One of the most exciting milestones of parenting is the baby’s first words. In our case, “mama” took that honor. But the words that quickly start pouring out after those first two syllables have been my absolute favorite. I mean, my almost three year old recently claimed that JJ Watt is building her a castle. {I’d actually like to believe that one’s true. As long as it comes with a housekeeper. Who really wants to clean all that space?}
Fairly soon after that, we were sitting in the doctor’s office, and she busts out with “Oh mommy, are those your boobies?” Later, at home, she announced, “My daddy poopies in the back yard.” {To my knowledge, that’s totally not true.} But this inspired me to compile a list of the best kids quotes I could find. These came from fellow HBM contributors, my friends and family, and from my blog Facebook page – and they’re pure gold!

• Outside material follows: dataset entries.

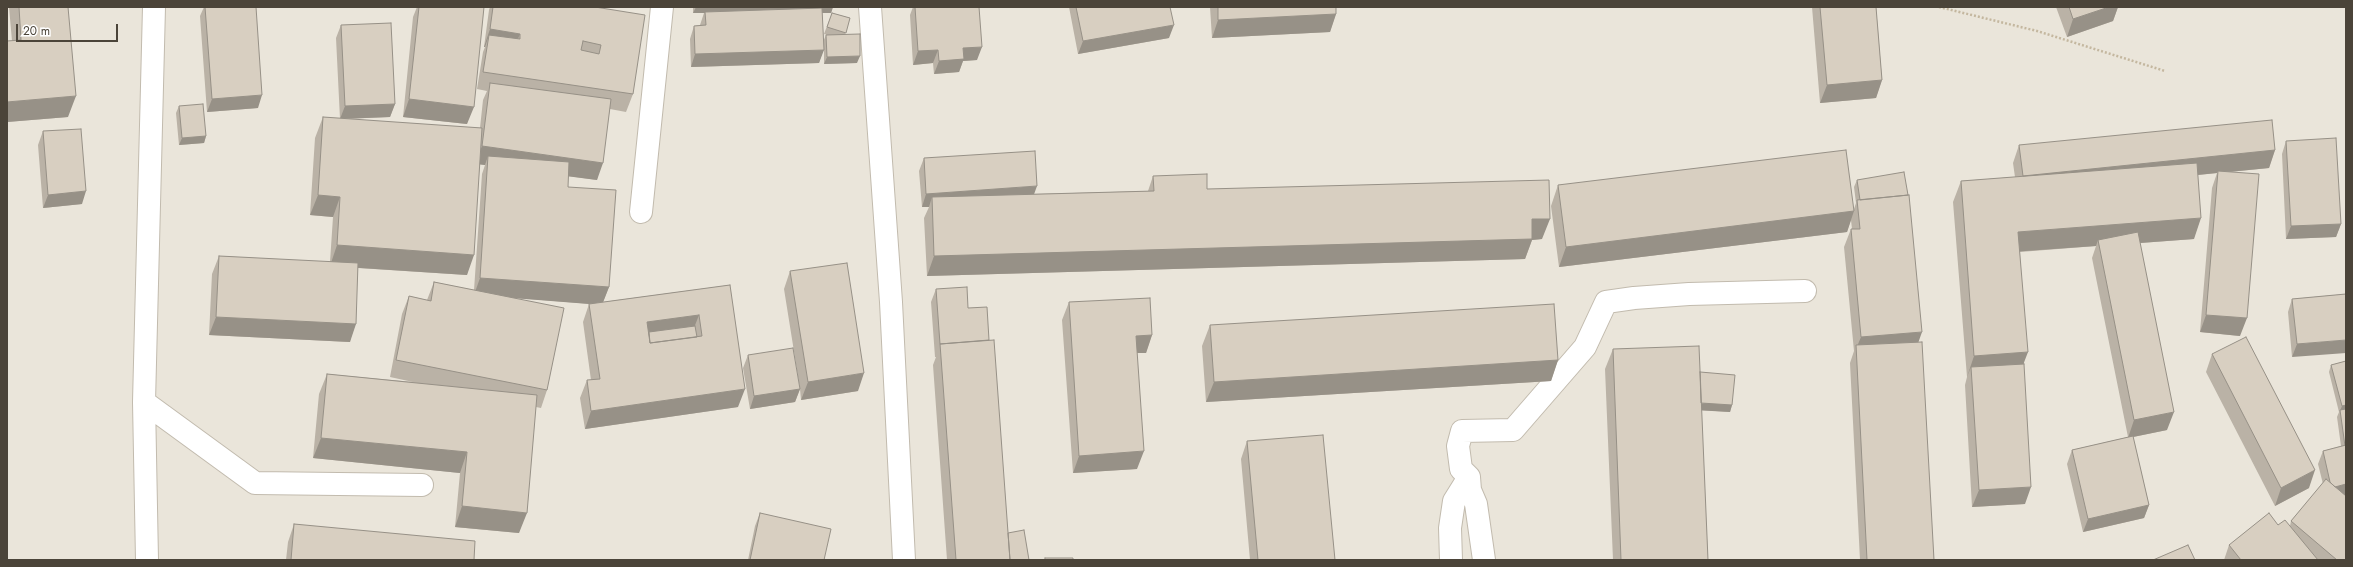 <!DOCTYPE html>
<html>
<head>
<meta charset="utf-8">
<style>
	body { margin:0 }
	#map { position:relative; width:2353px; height:567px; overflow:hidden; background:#f6f3ec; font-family:Jost,sans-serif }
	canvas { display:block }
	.frame { position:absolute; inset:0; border:8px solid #4b4439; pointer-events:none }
	.scale { position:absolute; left:16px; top:24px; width:102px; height:18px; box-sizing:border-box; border:2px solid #4b4439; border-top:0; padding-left:5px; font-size:12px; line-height:14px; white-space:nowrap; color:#4b4439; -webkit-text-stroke:3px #fff; paint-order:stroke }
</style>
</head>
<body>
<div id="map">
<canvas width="2353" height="567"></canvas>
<div class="frame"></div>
<div class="scale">20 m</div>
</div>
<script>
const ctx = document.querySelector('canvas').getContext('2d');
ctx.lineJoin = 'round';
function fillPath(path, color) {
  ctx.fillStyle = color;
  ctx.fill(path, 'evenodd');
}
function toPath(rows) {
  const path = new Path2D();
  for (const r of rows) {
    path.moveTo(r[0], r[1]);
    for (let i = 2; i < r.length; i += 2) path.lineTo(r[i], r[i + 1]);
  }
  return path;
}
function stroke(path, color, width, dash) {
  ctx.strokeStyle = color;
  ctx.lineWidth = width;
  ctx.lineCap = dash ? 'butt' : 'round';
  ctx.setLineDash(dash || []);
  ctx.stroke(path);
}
fillPath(toPath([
	[7,7,2346,7,2346,560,7,560]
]), '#eae5da');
const minor = toPath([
	[870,7,891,302,904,560],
	[641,212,662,7],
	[144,402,255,483,422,485],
	[147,560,144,402,154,7],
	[1451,560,1450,528,1454,501,1469,477],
	[1484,560,1476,504,1470,490,1469,477,1461,469,1458,446,1462,431,1513,430,1585,347,1606,302,1634,298,1689,294,1805,291]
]);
stroke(minor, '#c2bbae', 24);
stroke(toPath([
	[1939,7,2037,31,2165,71]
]), '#c4b79f', 2.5, [2, 2]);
stroke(minor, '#fff', 22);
fillPath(toPath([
	[9,7,68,7,68,117,7,122,7,41,12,41],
	[204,7,256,7,258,108,207,112,200,16],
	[417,7,482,7,467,124,403,117,413,17],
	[490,7,595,7,633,94,626,112,610,109,597,180,568,176,568,187,609,287,603,302,730,285,738,407,585,429,580,398,587,380,591,380,583,322,589,304,591,304,517,298,547,390,541,408,536,407,519,533,455,527,460,473,313,458,319,394,327,374,413,382,390,377,402,314,409,296,427,300,434,282,474,290,482,174,485,165,480,164,467,275,358,268,350,342,209,335,212,274,219,256,330,262,333,217,310,215,315,138,323,117,340,119,336,38,341,25,395,104,390,117,343,119,480,128,483,100,487,91,477,89,483,52,485,47,484,47,489,10],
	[693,7,833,7,831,13,822,13,823,42,826,35,827,35,824,34,832,13,850,18,845,34,857,63,824,64,824,47,819,63,691,67,690,39,694,26,700,25,704,13,693,13],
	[913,7,979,7,977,60,963,61,959,72,934,74,933,63,913,65,910,15],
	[1069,7,1170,7,1169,38,1078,54],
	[1210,7,1336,7,1336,14,1330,32,1212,38],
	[1812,7,1876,7,1882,80,1876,98,1820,103],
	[2056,7,2118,7,2113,21,2067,37],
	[179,106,206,136,204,143,179,145,176,113],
	[43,131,82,204,43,208,38,145],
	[2286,141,2341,224,2336,237,2286,239,2282,154],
	[2019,145,2275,150,2269,168,2229,172,2240,336,2200,332,2212,188,2217,173,2198,175,2194,239,2140,243,2167,430,2133,437,2149,505,2144,518,2083,532,2067,464,2072,450,2128,437,2092,258,2096,246,2020,252,2024,364,2025,504,1972,507,1965,385,1967,377,1953,202,1961,181,2015,177,2013,163],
	[924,158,1034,194,1148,191,1153,176,1207,189,1542,239,1532,240,1525,259,927,276,924,218,929,207,922,207,919,171],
	[1857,180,1918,342,1934,560,1860,560,1850,363,1854,351,1844,247,1851,229,1852,229,1851,220,1847,232,1559,267,1551,206,1558,185,1854,209,1856,203,1854,187],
	[790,271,858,391,801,400,800,389,795,402,750,409,743,368,748,355,800,389,784,289],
	[936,289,968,308,989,341,1008,533,1029,560,947,560,933,365,936,357,935,357,931,302],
	[2346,294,2292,357,2288,312,2292,299],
	[1069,302,1152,335,1146,353,1137,353,1137,469,1073,473,1062,320],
	[1210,325,1558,360,1551,381,1206,402,1202,346],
	[1613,349,1700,372,1732,405,1730,412,1701,410,1708,560,1613,560,1605,369],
	[2212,354,2309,488,2275,506,2206,372],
	[2346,361,2346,560,2224,560,2229,545,2278,525,2290,526,2291,521,2323,484,2318,464,2323,451,2341,446,2337,417,2339,412,2329,372,2331,365],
	[1247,441,1335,560,1250,560,1241,459],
	[760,513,824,560,748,560,755,526],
	[294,524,474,560,286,560,288,542]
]), '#bab2a6');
fillPath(toPath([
	[696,7,833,7,831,13,693,13],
	[2109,7,2118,7,2113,21,2067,37,2073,19],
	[1336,14,1330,32,1212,38,1218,20],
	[1174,25,1169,38,1078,54,1083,41],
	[490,29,520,34,513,51,489,35,485,47,484,47],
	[982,47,977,60,963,61,959,72,934,74,939,61,963,48],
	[824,50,819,63,691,67,695,54],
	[938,50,933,63,913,65,918,51],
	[860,56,857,63,824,64,827,57],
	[1882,80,1876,98,1820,103,1827,85],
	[262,95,258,108,207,112,212,99],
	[76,96,68,117,7,122,7,102],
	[409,99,474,107,467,124,403,117],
	[395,104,390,117,340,119,345,106],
	[206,136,204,143,179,145,182,138],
	[482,146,603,163,597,180,488,166,488,156,485,165,475,164],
	[2275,150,2269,168,2218,173,2218,171,2217,173,2016,193,2023,176],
	[1037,186,1032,200,932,197,929,207,922,207,926,194],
	[86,191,82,204,43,208,48,195],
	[318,195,340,197,333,217,310,215],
	[1854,211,1847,232,1559,267,1566,247],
	[2201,218,2194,239,2099,246,2098,240,2096,246,2011,252,2018,232],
	[1532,219,1550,219,1542,239,1532,240,1525,259,927,276,934,256],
	[2341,224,2336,237,2286,239,2291,226],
	[337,245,474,255,467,275,330,266],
	[480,278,609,287,602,305,474,295],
	[699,315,692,333,644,339,647,322],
	[2206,315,2247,318,2240,336,2200,332],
	[216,317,356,324,350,342,209,335],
	[1922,332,1916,349,1856,349,1861,337],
	[1152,335,1146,353,1130,353,1136,336],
	[2346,340,2346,353,2292,357,2297,344],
	[2028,352,2020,373,1971,367,1967,377,1974,356],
	[1558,360,1551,381,1206,402,1214,382],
	[864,373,858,391,801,400,808,382],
	[745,389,738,407,585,429,591,411],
	[800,389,795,402,750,409,754,396],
	[1697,402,1732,405,1730,412,1694,410],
	[2346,405,2346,411,2340,411,2342,406],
	[2174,412,2167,430,2128,438,2134,420],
	[321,438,467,452,460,473,313,458],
	[1144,451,1137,469,1073,473,1079,456],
	[2315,470,2309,488,2275,506,2281,488],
	[2346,484,2346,496,2331,488],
	[2031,487,2025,504,1972,507,1979,490],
	[2149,505,2144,518,2083,532,2088,519],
	[462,506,527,513,519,533,455,527]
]), '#979187');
const building = toPath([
	[19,7,68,7,76,96,7,102,7,41,21,40,19,7],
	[205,7,256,7,262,95,212,99,205,7],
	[419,7,484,7,474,107,409,99,419,7],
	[493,7,595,7,645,15,633,94,483,72,489,35,520,39,520,34,490,29,493,7],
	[583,41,601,45,599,54,581,50,583,41],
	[915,7,979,7,982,47,963,48,964,59,939,61,938,50,918,51,915,7],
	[1076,7,1170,7,1174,25,1083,41,1076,7],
	[1218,7,1336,7,1336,14,1218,20,1218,7],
	[1820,7,1876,7,1882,80,1827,85,1820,7],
	[2069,7,2109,7,2073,19,2069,7],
	[822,8,824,50,695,54,694,26,706,25,705,12,822,8],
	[832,13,850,18,846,33,827,27,832,13],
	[391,23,395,104,345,106,341,25,391,23],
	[860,34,860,56,827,57,826,35,860,34],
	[490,83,611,99,603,163,482,146,490,83],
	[203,104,206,136,182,138,179,106,203,104],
	[323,117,482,128,474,255,337,245,340,197,318,195,323,117],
	[2272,120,2275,150,2023,176,2019,145,2272,120],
	[81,129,86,191,48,195,43,131,81,129],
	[2336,138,2341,224,2291,226,2286,141,2336,138],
	[1846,150,1854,211,1566,247,1558,185,1846,150],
	[1035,151,1037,186,926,194,924,158,1035,151],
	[488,156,569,162,568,187,616,190,609,287,480,278,488,156],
	[2197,163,2201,218,2018,232,2028,352,1974,356,1961,181,2197,163],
	[2218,171,2259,174,2247,318,2206,315,2218,171],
	[1904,172,1908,195,1860,200,1857,180,1904,172],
	[1207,174,1207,189,1549,180,1550,219,1532,219,1532,239,934,256,932,197,1154,191,1153,176,1207,174],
	[1909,195,1922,332,1861,337,1851,229,1860,229,1857,200,1909,195],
	[2138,232,2174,412,2134,420,2098,240,2138,232],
	[219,256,358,263,356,324,216,317,219,256],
	[847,263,864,373,808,382,790,271,847,263],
	[434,282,564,308,547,390,396,360,409,296,431,301,434,282],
	[730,285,745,389,591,411,587,380,600,379,589,304,730,285],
	[699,315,702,336,650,343,647,322,699,315],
	[967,287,968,308,987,307,989,340,940,344,936,289,967,287],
	[2346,294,2346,340,2297,344,2292,299,2346,294],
	[1150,298,1152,335,1136,336,1144,451,1079,456,1069,302,1150,298],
	[1554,304,1558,360,1214,382,1210,325,1554,304],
	[695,326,697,337,650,343,649,332,695,326],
	[2246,337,2315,470,2281,488,2212,354,2246,337],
	[994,340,1010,560,956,560,940,344,994,340],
	[1922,342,1934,560,1867,560,1856,345,1922,342],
	[1699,346,1708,560,1621,560,1613,349,1699,346],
	[793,348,800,389,754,396,748,355,793,348],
	[2346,361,2346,405,2342,406,2331,365,2346,361],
	[2024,364,2031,487,1979,490,1971,367,2024,364],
	[1700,372,1735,375,1732,405,1701,403,1700,372],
	[327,374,537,395,527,513,462,506,467,452,321,438,327,374],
	[2346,409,2346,445,2345,446,2340,410,2346,409],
	[1323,435,1335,560,1258,560,1247,441,1323,435],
	[2133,436,2149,505,2088,519,2072,450,2133,436],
	[2346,445,2346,484,2335,487,2330,482,2323,451,2346,445],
	[2326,479,2346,496,2346,560,2337,560,2291,521,2326,479],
	[760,513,831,529,824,560,750,560,760,513],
	[2269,513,2278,525,2285,520,2318,560,2241,560,2229,545,2269,513],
	[294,524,475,541,474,560,291,560,294,524],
	[1024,530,1029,560,1010,560,1008,533,1024,530],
	[2188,545,2195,560,2153,560,2188,545],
	[1045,558,1073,558,1073,560,1045,560,1045,558]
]);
fillPath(building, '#d8cfc1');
stroke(building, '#979187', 1);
</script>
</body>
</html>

Photo Credit :: Karen Jacot Photography
“GPa you are really tall! I bet your peanut is really really really tall too!” {BTW…Peanut = Penis} – Karis, age 4
“Papa, you can’t come in here cause you might see my sagina!” – Maddy, age 2
{After walking in on her daddy in the shower} “MOMMY!!! I see daddy’s tail.” – Caroline, age 2
“I am literally hungry.” – Meghan, age 4
Tyrone {Addy’s Daddy} :: “Addy, you know who cares? Nobody.”
Addy {age 3} :: “YESbody!”
{When nursing a new baby and talking about how a mom’s body makes milk.} “Yea, boys don’t do that. Ours {nipples} just make energy.” – Wyatt, age 3
“Mom, I need to eat my boogers so they can get back into my nose to make more.” – Hayes, age 3 {Especially random since he is NOT a booger eater.}
Arie {age 6} thought she was using chapstick, but really it was lip plumper… “Ahhhh, it feels like alligators are biting my lips.”
Kennedy {age 3} says that her favorite movie is “Star Whores.” {It’s really Star Wars…just for the record.}
“I wanna go through the ho sto’.” {Translation :: I want to go through the whole store.} – Rory, age 4
“Paw Paw, put some clothes on…no one wants to see your groceries!” – Anonymous, age 4
“I can’t do the science experiment because the magnets we are using will turn off my pacemaker.” – Derek, age 8
{When 8 months pregnant with the last baby…and a broken ankle to boot.} “GREAT! Now you have TWO things wrong with you!!!” – Marley, age 6
“Are you done with the pregnant look?” – Dylan, age 6 {Marley’s twin}
“You have big boobies, and I have little boobies.” – Emily, age 3
“I don’t want to grow up and kiss girls. I just want to drive a big truck.” – Cagie, age 5
“I want to grow up and have big boobies like daddy!” – Brooklyn, age 4
Raquel {age 9} :: “Don’t you trust your own sister?”
Arthur {age 6} :: “No, I don’t trust kids.”
R :: “But you’re a kid.”
A :: “I know. I don’t trust myself.”
{After having a huge wad of ear wax removed.} “What? What is it mommy? A chocolate m&m?” – Meryk, age 4
“Mom, I have hair on my legs. Is it because I’m becoming a man?” – Mikah, age 3
“Gross! It smells like boogies in here!” – Skeeter, age 2
My daughter was three and we were walking into Wal-Mart. I said “I love you infinity!” She replied “I love you in Wal-Mart!”